The Real-World Impact
Period pain isn’t just uncomfortable. It measurably disrupts daily life. Between 10% and 30% of people with significant cramps miss up to two days of school or work each month. A large survey from the Netherlands found that menstrual symptoms were associated with an average of 1.3 days of full absence per year and nearly 9 days of reduced productivity. Among adolescents, a prospective study published in Nature found that those with severe pain had about 13% more school absences, roughly 1.2 extra days per year, even after accounting for other factors.
These numbers likely undercount the problem, since many people push through pain at reduced capacity rather than staying home. The productivity loss from working or studying while in significant pain adds up over years.
Primary vs. Secondary Cramps
Most period pain is “primary” dysmenorrhea, meaning it’s caused by the normal prostaglandin-driven contractions described above with no underlying disease. This type typically starts within a year of your first period and follows a predictable pattern: pain begins just before or when bleeding starts, peaks on day one, and fades within one to two days.

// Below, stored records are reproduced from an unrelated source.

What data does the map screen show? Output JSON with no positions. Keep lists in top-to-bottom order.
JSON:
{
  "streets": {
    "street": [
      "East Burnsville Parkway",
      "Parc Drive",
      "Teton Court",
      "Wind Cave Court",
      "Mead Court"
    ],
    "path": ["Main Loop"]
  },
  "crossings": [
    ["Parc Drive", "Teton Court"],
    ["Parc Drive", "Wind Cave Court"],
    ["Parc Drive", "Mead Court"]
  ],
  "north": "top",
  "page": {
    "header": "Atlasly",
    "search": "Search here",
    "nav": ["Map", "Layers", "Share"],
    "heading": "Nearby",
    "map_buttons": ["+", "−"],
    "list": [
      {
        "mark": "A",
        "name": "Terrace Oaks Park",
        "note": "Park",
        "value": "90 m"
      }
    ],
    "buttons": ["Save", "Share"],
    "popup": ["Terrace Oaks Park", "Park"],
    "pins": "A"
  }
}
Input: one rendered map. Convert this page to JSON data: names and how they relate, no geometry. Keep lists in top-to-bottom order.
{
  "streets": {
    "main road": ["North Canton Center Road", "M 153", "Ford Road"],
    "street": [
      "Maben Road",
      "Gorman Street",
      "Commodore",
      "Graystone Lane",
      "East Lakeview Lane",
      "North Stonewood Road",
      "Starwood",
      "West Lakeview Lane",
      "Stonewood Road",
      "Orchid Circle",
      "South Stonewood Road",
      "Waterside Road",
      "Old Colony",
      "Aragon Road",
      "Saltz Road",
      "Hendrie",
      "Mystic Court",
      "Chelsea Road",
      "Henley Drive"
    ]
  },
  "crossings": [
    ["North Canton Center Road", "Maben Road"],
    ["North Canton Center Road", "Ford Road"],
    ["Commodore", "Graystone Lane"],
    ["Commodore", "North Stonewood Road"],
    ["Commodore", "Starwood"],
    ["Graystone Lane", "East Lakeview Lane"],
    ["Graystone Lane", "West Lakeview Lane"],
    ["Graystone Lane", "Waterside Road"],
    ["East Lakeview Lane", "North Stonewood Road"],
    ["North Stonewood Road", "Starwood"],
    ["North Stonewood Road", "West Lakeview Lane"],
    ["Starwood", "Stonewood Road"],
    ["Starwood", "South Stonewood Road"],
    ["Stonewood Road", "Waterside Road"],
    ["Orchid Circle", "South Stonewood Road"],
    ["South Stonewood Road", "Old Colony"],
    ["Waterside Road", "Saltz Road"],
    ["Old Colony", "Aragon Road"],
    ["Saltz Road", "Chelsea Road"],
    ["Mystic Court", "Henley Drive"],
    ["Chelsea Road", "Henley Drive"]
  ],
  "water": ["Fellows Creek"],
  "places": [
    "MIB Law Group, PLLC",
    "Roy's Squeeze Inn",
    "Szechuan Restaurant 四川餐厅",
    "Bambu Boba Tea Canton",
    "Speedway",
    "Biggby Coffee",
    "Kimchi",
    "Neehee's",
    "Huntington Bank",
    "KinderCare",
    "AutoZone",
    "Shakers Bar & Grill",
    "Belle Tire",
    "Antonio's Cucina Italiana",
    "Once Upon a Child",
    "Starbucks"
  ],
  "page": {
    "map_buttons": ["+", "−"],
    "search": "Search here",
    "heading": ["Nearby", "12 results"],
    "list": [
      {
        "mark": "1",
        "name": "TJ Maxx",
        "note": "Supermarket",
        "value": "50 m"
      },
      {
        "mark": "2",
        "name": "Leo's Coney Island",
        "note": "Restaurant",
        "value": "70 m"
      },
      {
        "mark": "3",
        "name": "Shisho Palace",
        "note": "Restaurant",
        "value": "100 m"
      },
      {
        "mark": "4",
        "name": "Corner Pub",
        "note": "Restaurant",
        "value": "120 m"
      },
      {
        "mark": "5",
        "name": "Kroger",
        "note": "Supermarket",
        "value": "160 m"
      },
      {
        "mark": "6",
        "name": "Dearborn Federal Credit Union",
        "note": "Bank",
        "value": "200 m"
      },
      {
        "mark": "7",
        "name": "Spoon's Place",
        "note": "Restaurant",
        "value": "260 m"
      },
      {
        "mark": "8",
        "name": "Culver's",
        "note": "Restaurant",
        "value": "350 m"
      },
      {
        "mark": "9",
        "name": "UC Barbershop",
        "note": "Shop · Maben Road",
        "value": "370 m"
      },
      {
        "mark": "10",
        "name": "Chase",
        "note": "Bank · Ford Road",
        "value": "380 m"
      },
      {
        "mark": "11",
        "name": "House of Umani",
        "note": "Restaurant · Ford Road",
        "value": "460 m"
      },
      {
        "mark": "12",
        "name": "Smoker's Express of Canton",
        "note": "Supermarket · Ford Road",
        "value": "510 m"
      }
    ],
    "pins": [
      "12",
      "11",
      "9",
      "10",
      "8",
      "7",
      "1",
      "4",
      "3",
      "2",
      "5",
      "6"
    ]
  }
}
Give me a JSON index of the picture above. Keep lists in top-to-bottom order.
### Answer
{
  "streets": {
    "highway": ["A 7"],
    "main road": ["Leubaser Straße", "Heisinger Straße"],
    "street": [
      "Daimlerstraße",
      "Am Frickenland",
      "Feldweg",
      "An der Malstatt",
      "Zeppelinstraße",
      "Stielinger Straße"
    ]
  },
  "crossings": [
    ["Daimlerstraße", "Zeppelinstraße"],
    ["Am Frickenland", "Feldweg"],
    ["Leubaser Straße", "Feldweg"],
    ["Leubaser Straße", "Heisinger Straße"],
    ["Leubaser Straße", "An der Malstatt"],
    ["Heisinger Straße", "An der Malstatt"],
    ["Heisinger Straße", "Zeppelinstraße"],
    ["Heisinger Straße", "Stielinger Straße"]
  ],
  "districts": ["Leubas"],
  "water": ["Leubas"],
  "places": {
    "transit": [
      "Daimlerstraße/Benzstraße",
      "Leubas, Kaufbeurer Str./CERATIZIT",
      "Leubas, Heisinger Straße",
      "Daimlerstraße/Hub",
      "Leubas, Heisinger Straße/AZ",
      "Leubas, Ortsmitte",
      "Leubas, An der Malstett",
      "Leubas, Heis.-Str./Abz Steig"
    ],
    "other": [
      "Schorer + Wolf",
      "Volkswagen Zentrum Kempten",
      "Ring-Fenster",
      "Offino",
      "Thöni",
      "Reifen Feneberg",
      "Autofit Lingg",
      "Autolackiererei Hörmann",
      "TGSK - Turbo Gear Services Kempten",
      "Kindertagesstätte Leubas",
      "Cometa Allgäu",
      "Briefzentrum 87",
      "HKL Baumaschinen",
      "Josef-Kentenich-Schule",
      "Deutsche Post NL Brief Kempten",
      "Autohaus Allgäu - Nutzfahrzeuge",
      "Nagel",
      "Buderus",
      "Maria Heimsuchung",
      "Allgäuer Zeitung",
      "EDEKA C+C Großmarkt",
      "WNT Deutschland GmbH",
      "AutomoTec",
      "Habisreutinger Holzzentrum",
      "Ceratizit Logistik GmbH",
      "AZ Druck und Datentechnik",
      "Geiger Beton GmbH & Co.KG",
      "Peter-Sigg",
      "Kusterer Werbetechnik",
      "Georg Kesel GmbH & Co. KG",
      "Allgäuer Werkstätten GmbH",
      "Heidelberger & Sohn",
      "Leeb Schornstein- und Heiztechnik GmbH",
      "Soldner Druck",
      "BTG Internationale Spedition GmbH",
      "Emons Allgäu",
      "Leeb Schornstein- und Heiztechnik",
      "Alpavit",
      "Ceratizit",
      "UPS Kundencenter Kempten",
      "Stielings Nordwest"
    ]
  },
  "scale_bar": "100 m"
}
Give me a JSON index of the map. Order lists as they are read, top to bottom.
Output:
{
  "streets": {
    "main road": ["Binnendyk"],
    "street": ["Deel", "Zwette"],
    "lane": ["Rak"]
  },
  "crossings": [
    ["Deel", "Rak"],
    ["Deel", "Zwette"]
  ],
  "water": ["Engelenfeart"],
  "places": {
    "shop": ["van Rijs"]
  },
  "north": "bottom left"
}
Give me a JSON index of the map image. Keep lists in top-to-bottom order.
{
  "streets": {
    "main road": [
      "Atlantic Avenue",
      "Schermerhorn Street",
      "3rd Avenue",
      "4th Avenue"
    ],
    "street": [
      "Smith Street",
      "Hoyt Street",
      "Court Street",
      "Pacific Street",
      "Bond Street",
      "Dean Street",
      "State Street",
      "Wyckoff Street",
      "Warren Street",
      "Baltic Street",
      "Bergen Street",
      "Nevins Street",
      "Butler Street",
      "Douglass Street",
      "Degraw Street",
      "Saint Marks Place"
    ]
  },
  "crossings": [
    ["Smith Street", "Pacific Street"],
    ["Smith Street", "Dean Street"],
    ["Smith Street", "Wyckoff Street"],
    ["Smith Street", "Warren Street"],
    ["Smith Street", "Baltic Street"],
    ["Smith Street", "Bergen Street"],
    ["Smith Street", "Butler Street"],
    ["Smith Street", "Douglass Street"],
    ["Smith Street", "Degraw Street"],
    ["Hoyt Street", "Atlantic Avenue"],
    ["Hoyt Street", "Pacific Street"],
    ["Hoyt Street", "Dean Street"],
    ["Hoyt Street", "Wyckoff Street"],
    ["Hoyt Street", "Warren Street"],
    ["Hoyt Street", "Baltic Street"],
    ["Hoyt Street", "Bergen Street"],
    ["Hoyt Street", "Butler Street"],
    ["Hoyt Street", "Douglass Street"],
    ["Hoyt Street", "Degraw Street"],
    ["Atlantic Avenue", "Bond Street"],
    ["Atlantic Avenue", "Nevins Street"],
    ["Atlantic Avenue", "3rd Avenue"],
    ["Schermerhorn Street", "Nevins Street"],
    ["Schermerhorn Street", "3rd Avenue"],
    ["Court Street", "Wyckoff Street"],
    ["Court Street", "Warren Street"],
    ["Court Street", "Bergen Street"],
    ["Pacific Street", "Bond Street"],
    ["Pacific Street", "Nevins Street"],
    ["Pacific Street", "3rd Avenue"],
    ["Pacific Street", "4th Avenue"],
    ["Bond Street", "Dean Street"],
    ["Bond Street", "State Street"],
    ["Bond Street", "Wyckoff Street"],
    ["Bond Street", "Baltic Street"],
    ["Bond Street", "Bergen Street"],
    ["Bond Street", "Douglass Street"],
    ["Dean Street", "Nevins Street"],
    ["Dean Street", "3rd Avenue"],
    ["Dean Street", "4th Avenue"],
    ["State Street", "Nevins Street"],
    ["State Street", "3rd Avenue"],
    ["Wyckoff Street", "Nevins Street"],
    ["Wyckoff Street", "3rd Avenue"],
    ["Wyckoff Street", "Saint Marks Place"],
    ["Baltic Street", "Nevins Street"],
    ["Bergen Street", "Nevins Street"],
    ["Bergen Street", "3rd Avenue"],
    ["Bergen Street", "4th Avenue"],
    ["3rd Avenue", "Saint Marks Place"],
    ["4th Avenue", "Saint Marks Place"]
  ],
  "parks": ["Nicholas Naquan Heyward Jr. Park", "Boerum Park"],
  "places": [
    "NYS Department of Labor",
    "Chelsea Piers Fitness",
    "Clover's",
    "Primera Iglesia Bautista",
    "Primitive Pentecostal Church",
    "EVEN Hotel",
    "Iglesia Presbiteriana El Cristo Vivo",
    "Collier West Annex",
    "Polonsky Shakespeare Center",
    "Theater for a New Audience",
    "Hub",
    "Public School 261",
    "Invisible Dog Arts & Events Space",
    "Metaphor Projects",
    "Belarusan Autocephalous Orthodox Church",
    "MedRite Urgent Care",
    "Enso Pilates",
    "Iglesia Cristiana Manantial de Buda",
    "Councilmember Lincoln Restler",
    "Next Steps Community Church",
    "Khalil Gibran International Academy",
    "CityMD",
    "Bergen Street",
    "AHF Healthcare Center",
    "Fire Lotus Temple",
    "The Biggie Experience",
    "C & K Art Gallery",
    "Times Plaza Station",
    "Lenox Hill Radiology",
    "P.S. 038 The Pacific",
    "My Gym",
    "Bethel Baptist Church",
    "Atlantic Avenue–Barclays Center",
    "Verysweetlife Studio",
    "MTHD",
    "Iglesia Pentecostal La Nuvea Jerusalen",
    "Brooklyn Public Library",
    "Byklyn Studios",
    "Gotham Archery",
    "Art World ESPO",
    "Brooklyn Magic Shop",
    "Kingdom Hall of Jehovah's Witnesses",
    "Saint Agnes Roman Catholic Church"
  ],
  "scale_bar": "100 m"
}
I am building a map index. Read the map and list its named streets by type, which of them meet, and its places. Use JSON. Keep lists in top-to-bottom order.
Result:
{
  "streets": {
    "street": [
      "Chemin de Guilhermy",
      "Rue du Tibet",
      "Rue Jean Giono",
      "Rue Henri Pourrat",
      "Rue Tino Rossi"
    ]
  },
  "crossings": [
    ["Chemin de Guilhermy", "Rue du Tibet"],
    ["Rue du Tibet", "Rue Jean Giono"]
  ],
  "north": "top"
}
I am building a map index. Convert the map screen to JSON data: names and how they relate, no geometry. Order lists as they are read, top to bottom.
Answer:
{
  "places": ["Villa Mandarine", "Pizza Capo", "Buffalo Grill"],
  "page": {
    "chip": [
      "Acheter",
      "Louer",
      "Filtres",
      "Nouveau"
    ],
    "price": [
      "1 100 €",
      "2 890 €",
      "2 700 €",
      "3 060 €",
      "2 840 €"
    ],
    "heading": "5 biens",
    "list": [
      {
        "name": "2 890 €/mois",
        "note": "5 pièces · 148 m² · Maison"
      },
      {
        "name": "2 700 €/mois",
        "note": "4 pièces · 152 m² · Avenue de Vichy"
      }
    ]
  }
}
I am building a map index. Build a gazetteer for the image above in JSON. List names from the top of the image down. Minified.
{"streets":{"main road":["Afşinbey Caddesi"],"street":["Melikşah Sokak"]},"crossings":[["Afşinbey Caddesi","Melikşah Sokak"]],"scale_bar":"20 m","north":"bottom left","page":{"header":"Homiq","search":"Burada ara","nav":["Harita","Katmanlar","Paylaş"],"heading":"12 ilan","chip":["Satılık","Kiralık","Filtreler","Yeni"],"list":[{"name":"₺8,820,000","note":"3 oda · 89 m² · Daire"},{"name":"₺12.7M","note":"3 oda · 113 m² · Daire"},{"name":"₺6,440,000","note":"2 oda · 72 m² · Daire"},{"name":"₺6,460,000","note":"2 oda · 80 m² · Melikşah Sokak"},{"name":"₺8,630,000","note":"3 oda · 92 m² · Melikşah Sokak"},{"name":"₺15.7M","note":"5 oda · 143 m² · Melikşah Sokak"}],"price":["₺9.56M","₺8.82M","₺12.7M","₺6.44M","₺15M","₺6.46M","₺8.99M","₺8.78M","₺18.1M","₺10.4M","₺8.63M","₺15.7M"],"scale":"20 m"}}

“Secondary” dysmenorrhea is pain driven by an underlying condition, most commonly endometriosis (where tissue similar to the uterine lining grows outside the uterus) or adenomyosis (where that tissue grows into the muscular wall of the uterus). Secondary dysmenorrhea tends to be more severe, may start earlier in the cycle, last longer, and worsen over the years rather than staying stable. If your cramps have changed significantly, started later in life, or don’t follow the typical first-day-or-two pattern, an underlying condition may be contributing.
What Helps With the Pain
Over-the-counter anti-inflammatory painkillers are the most effective widely available treatment because they work directly on the prostaglandin pathway rather than just masking pain. In systematic reviews, ibuprofen provided at least moderate pain relief for about 42% more people compared to placebo, and naproxen showed similar numbers at 39%. Both also reduced how much pain interfered with daily activities. Ibuprofen cut daily-life restriction by 42% compared to placebo, while naproxen reduced it by 25%.
Timing matters. These medications work best when taken at the first sign of cramping or even just before your period starts, rather than waiting until pain is already intense. Once prostaglandins have already flooded the tissue and triggered strong contractions, it’s harder to catch up.
Heat applied to the lower abdomen is one of the simplest and most consistently helpful non-drug options. Hormonal birth control methods also reduce cramps for many people by thinning the uterine lining and lowering prostaglandin production. Exercise, though it may be the last thing you want to do during cramps, can help by improving blood flow and triggering the body’s own pain-relieving chemicals.
Signs Your Pain May Need Attention
Typical cramps are predictable: they arrive with your period, peak on day one, and ease within a couple of days. Pain that falls outside this pattern is worth investigating. Specifically, watch for cramps that are new or suddenly much worse than usual, pain that persists throughout your cycle rather than just the first couple of days, pain that doesn’t respond at all to anti-inflammatory medication, or pain accompanied by fever or unusual discharge.
Pain that steadily worsens over months or years, rather than staying roughly the same cycle to cycle, can signal conditions like endometriosis, which affects an estimated 1 in 10 people with a uterus. Early evaluation can make a meaningful difference in managing these conditions before they progress.